**ABOUT THIS TASK**
Omit all pictures. Reproduce exactly the lines from the first line of the records below through the line with "function drawText(font, color, halo, rows, align".

**SOURCE RECORDS**
**********

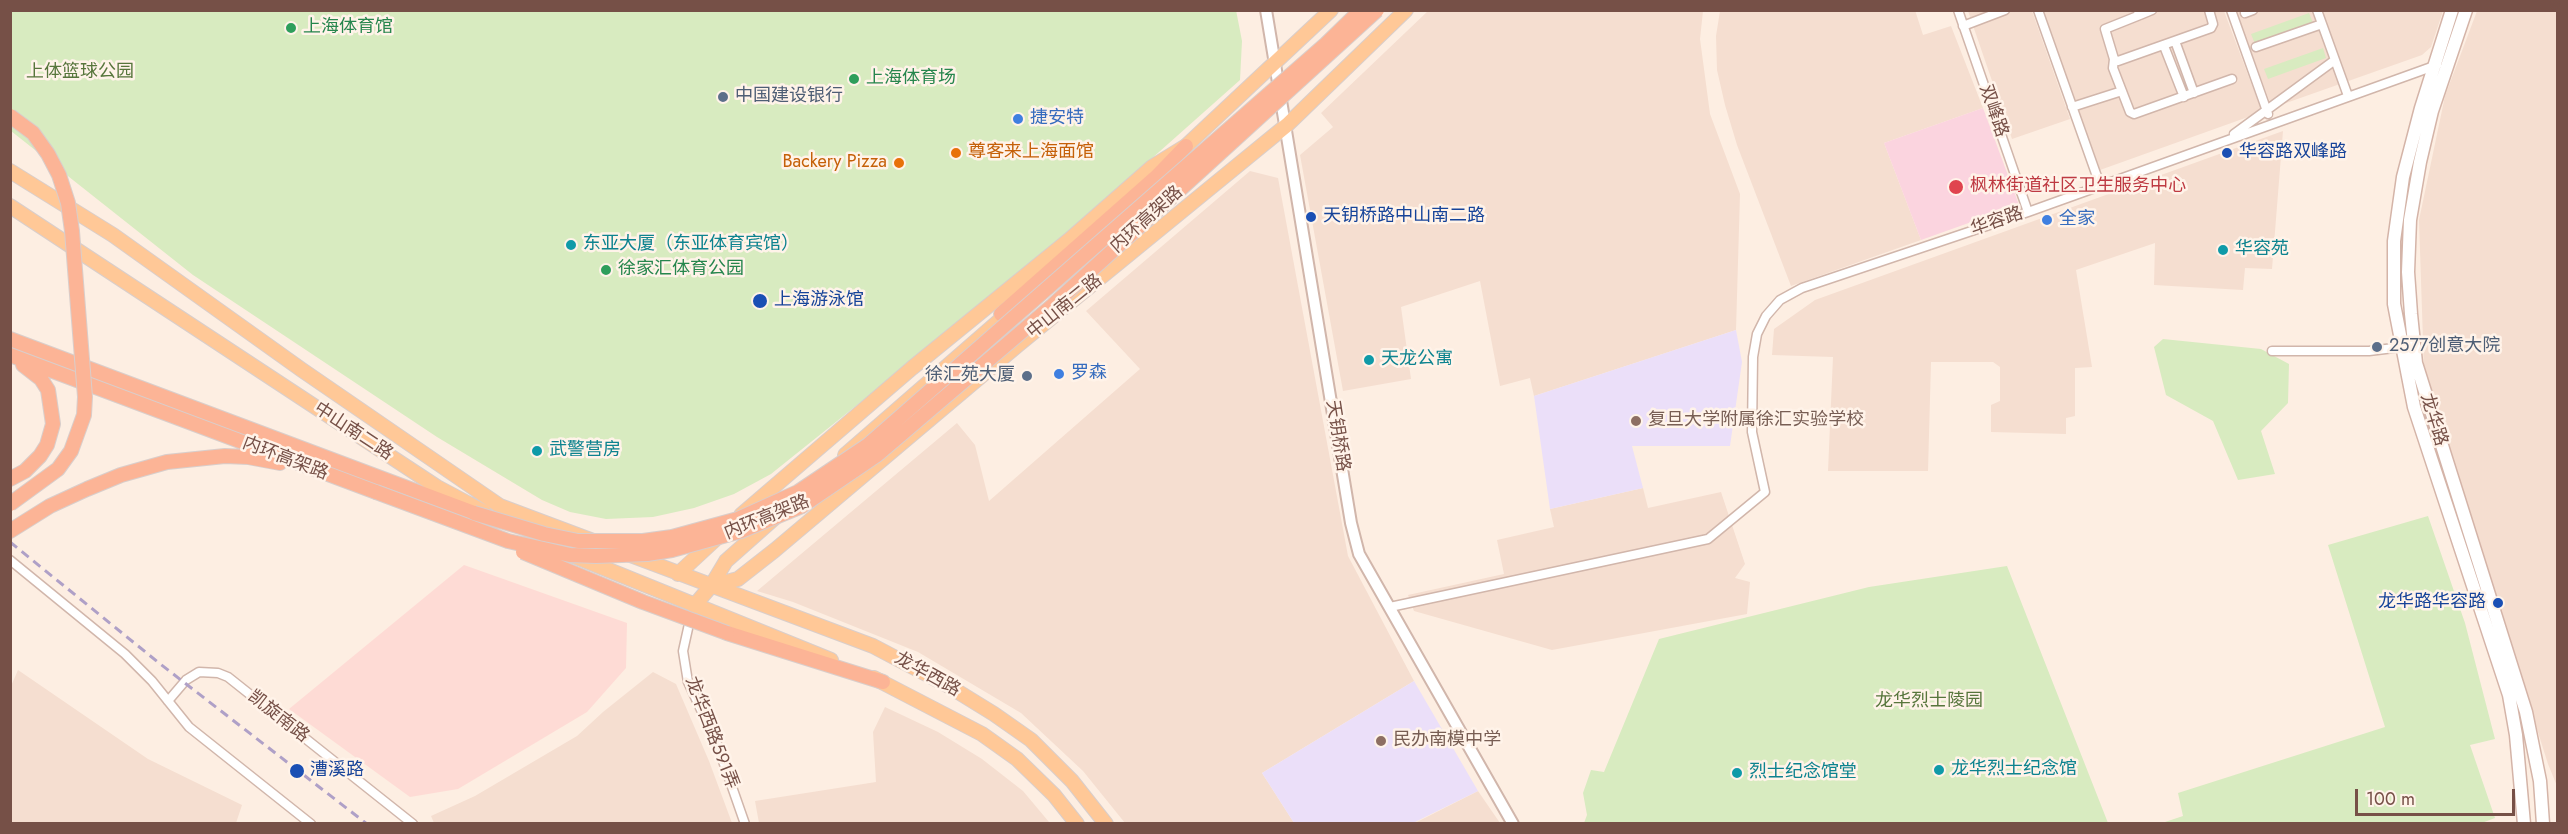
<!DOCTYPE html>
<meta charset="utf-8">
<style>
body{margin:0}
#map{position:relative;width:2568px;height:834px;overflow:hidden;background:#fdeee2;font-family:Jost,sans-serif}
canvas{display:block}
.frame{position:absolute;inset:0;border:12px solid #765047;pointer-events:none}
.scale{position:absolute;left:2355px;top:789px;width:160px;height:27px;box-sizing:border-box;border:3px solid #765047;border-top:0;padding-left:8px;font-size:18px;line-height:21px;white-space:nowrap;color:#765047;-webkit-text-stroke:4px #fff3e9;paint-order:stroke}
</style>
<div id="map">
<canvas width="2568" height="834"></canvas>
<div class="frame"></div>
<div class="scale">100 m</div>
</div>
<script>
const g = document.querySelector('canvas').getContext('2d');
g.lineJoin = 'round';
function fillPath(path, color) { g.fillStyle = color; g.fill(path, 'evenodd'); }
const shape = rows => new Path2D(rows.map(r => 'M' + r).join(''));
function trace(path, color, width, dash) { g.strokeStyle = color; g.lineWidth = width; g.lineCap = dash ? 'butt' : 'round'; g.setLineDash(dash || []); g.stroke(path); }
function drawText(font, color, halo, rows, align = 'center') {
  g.font = font + ' Jost,"Noto Sans SC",sans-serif'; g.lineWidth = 5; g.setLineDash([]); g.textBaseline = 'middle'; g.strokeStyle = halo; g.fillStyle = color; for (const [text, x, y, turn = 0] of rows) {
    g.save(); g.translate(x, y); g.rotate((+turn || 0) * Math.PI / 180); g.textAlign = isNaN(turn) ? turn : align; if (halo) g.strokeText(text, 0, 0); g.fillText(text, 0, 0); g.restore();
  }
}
fillPath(shape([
 [1915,10,1923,35,1951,26,1983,108,1884,143,1921,240,1791,286,1737,145,1725,105,1717,70,1716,36,1720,11],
 [1428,11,1703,11,1700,39,1710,114,1740,194,1736,330,1534,396,1530,378,1500,386,1480,281,1401,307,1411,379,1343,391,1300,155,1333,127,1321,113],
 [1968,11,2032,11,2070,119,2012,139],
 [2043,11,2224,11,2262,112,2100,170],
 [2236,11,2443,11,2431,47,2422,55,2272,108],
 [2477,11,2557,11,2557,786,2548,764,2424,371,2419,220,2445,96],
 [2283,131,2272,269,2245,268,2243,290,2154,285,2155,243,2076,270,2092,367,2075,368,2075,416,2066,418,2066,434,1991,432,1991,405,2000,401,2000,367,1993,362,1931,362,1928,471,1828,471,1833,357,1772,355,1774,329,1815,300],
 [1250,171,1278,178,1348,556,1414,681,1262,773,1294,823,1125,823,1083,771,1021,713,918,652,793,602,757,591,957,423,975,445,989,501,1140,369,1086,311],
 [1643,488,1648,508,1721,492,1745,564,1735,578,1750,582,1747,614,1552,650,1414,611,1408,595,1504,574,1497,540,1554,527,1550,509],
 [18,670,148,759,242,805,236,823,11,823,11,686],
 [653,672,676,684,709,761,732,823,434,823,431,816,475,796,577,736,603,712],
 [885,707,938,732,982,759,1023,791,1049,822,759,823,755,801,876,782,873,732],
 [1478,791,1500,823,1413,824]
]), '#f5ded0');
fillPath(shape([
 [464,565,627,623,626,668,587,712,458,789,410,797,289,709]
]), '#fedbd5');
fillPath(shape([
 [1736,330,1742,362,1730,446,1632,446,1643,488,1550,509,1534,396],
 [1414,681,1478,791,1413,823,1294,823,1262,773]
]), '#ebdff9');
fillPath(shape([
 [1983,108,2019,205,1921,240,1884,143]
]), '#fbd4df');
fillPath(shape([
 [1236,10,1242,41,1240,80,1033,264,771,474,734,494,694,508,653,517,606,519,570,512,542,500,437,437,193,275,11,131,10,11],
 [2309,13,2313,23,2255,44,2251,34],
 [2323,48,2326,58,2268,79,2264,69],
 [2163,339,2261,349,2289,364,2288,403,2261,431,2275,474,2238,480,2213,421,2166,395,2154,347],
 [2428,516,2465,623,2495,739,2470,745,2495,818,2479,824,2162,823,2183,816,2178,793,2385,727,2328,545],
 [2007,566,2108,823,1584,823,1587,815,1583,793,1591,770,1604,772,1659,639,1869,587]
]), '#d8ebc0');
const minor = shape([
 [1958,10,2028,212],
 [2038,10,2100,185],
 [2231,10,2268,114],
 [2317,10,2348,96],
 [2138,11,2140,15,2152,10],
 [2245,13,2253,10],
 [2140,15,2105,29,2114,59,2118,61,2211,28,2213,24,2209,10],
 [1963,26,2005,10],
 [2175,41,2194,93],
 [2164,46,2184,97],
 [2256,47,2322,24],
 [2114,59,2113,68,2130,112,2134,114,2232,79],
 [2072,107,2122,91],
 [2234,134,2335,60],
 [2272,351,2369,351,2402,347],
 [10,560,125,654,152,681,189,727,311,824],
 [1390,607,1708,539,1765,492,1752,432,1753,357,1757,334,1766,316,1780,300,1802,288,2028,212,2437,65],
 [691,615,683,651,688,682,717,744,745,824],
 [168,701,186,680,199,672,218,673,228,677,413,824]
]);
const tertiary = shape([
 [1266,10,1351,523,1359,554,1513,824]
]);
const secondary = shape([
 [2452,10,2421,108,2403,177,2394,241,2394,304,2414,407,2509,695,2516,735,2524,824],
 [2466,10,2432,111,2420,162,2410,220,2408,272,2411,314,2416,363,2422,382,2526,712,2540,781,2543,824]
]);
const primary = shape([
 [10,171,113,235,302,370,500,506,873,646,947,685,994,714,1031,740,1072,781,1106,824],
 [10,206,437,487,484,512],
 [845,455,1007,314],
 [741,515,912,368,1069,240,1152,167,1186,146,1331,10],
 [574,556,831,660],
 [678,574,720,535],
 [711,586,738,579,775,550,1018,345,1287,125,1406,10],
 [694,606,711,586,726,561,806,490],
 [874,678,982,734,1017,759,1054,795,1077,824]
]);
const trunk = shape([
 [1001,314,1156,177,1186,146],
 [10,339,474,513],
 [10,355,376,492],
 [10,479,25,471,40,456,47,445,53,424,48,390,41,379,23,365],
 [10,531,50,506,87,489,121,475,167,462,225,456,248,457,280,463],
 [727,633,883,682]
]);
trace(minor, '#d1b6ab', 11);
trace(tertiary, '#d1b6ab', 14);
trace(secondary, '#d4b4a8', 15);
trace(primary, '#d9cecb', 16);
trace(trunk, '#d9cecb', 16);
trace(minor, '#fff', 8);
trace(tertiary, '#fff', 10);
trace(secondary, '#fff', 12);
trace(primary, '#ffc897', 14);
trace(trunk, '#fcb496', 14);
trace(shape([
 [10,542,159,663,367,824]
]), '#afa0c7', 3, [9, 6]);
const trunkBridge = shape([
 [10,116,33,133,48,154,59,175,68,203,72,231,85,397,84,415,71,451,58,469,10,504],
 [376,492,508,541,570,555,596,556,647,554,672,550,741,531,802,506,877,455,1053,305,1377,10],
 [474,513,544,534,578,541,643,541,672,537,738,519,798,492,868,445,1326,44,1361,10],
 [523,552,643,602,727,633]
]);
trace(trunkBridge, '#d9cecb', 16, []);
trace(trunkBridge, '#fcb496', 14);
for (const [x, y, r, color] of [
 [291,28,6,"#2e9e5b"],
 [854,79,6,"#2e9e5b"],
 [723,97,6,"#5c6f8a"],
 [1018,119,6,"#3f7fe0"],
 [956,153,6,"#e8710a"],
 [2227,153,6,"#1a4fb4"],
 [899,163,6,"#e8710a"],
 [1956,187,8,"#e0444e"],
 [1311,217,6,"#1a4fb4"],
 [2047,220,6,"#3f7fe0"],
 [571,245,6,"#0f9aa8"],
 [2223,250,6,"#0f9aa8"],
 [606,270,6,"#2e9e5b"],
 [760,301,8,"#1a4fb4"],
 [2377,347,6,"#5c6f8a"],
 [1369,360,6,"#0f9aa8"],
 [1059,374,6,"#3f7fe0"],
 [1027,376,6,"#5c6f8a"],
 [1636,421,6,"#8d6e63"],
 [537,451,6,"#0f9aa8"],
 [2498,603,6,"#1a4fb4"],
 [1381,741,6,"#8d6e63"],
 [1939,770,6,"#0f9aa8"],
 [297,771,8,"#1a4fb4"],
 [1737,773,6,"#0f9aa8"]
]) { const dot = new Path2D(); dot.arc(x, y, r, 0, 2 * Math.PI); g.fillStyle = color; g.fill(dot); trace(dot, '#fff3e9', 2); }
drawText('18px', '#27864d', '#fff3e9', [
 ["上海体育馆",303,28],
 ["上海体育场",866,79],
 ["徐家汇体育公园",618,270]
], 'left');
drawText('18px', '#57763c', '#fff3e9', [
 ["上体篮球公园",80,73],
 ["龙华烈士陵园",1929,702]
]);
drawText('18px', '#4e5e75', '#fff3e9', [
 ["中国建设银行",735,97],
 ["2577创意大院",2389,347],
 ["徐汇苑大厦",1015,376,"right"]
], 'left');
drawText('18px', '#765047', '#fff3e9', [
 ["双峰路",1993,111,71],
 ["内环高架路",1147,220,-42],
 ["华容路",1997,222,-19],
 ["中山南二路",1065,307,-39],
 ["龙华路",2433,420,73],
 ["中山南二路",353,432,33],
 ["天钥桥路",1337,436,81],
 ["内环高架路",285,459,21],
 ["内环高架路",767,518,-22],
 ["龙华西路",927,675,29],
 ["凯旋南路",278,717,38],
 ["龙华西路591弄",711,733,69]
]);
drawText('18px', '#366cbe', '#fff3e9', [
 ["捷安特",1030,119],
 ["全家",2059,220],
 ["罗森",1071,374]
], 'left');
drawText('18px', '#c56008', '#fff3e9', [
 ["尊客来上海面馆",968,153],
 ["Backery Pizza",887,163,"right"]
], 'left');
drawText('18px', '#164399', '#fff3e9', [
 ["华容路双峰路",2239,153],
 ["天钥桥路中山南二路",1323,217],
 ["上海游泳馆",774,301],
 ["龙华路华容路",2486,603,"right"],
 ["漕溪路",310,771]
], 'left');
drawText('18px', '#be3a42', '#fff3e9', [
 ["枫林街道社区卫生服务中心",1970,187]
], 'left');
drawText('18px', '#0d838f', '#fff3e9', [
 ["东亚大厦（东亚体育宾馆）",583,245],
 ["华容苑",2235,250],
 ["天龙公寓",1381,360],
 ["武警营房",549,451],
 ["龙华烈士纪念馆",1951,770],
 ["烈士纪念馆堂",1749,773]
], 'left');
drawText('18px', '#785e54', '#fff3e9', [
 ["复旦大学附属徐汇实验学校",1648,421],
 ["民办南模中学",1393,741]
], 'left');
</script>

**********

**PROBLEM SOLUTION**
<!DOCTYPE html>
<meta charset="utf-8">
<style>
body{margin:0}
#map{position:relative;width:2568px;height:834px;overflow:hidden;background:#fdeee2;font-family:Jost,sans-serif}
canvas{display:block}
.frame{position:absolute;inset:0;border:12px solid #765047;pointer-events:none}
.scale{position:absolute;left:2355px;top:789px;width:160px;height:27px;box-sizing:border-box;border:3px solid #765047;border-top:0;padding-left:8px;font-size:18px;line-height:21px;white-space:nowrap;color:#765047;-webkit-text-stroke:4px #fff3e9;paint-order:stroke}
</style>
<div id="map">
<canvas width="2568" height="834"></canvas>
<div class="frame"></div>
<div class="scale">100 m</div>
</div>
<script>
const g = document.querySelector('canvas').getContext('2d');
g.lineJoin = 'round';
function fillPath(path, color) { g.fillStyle = color; g.fill(path, 'evenodd'); }
const shape = rows => new Path2D(rows.map(r => 'M' + r).join(''));
function trace(path, color, width, dash) { g.strokeStyle = color; g.lineWidth = width; g.lineCap = dash ? 'butt' : 'round'; g.setLineDash(dash || []); g.stroke(path); }
function drawText(font, color, halo, rows, align = 'center') {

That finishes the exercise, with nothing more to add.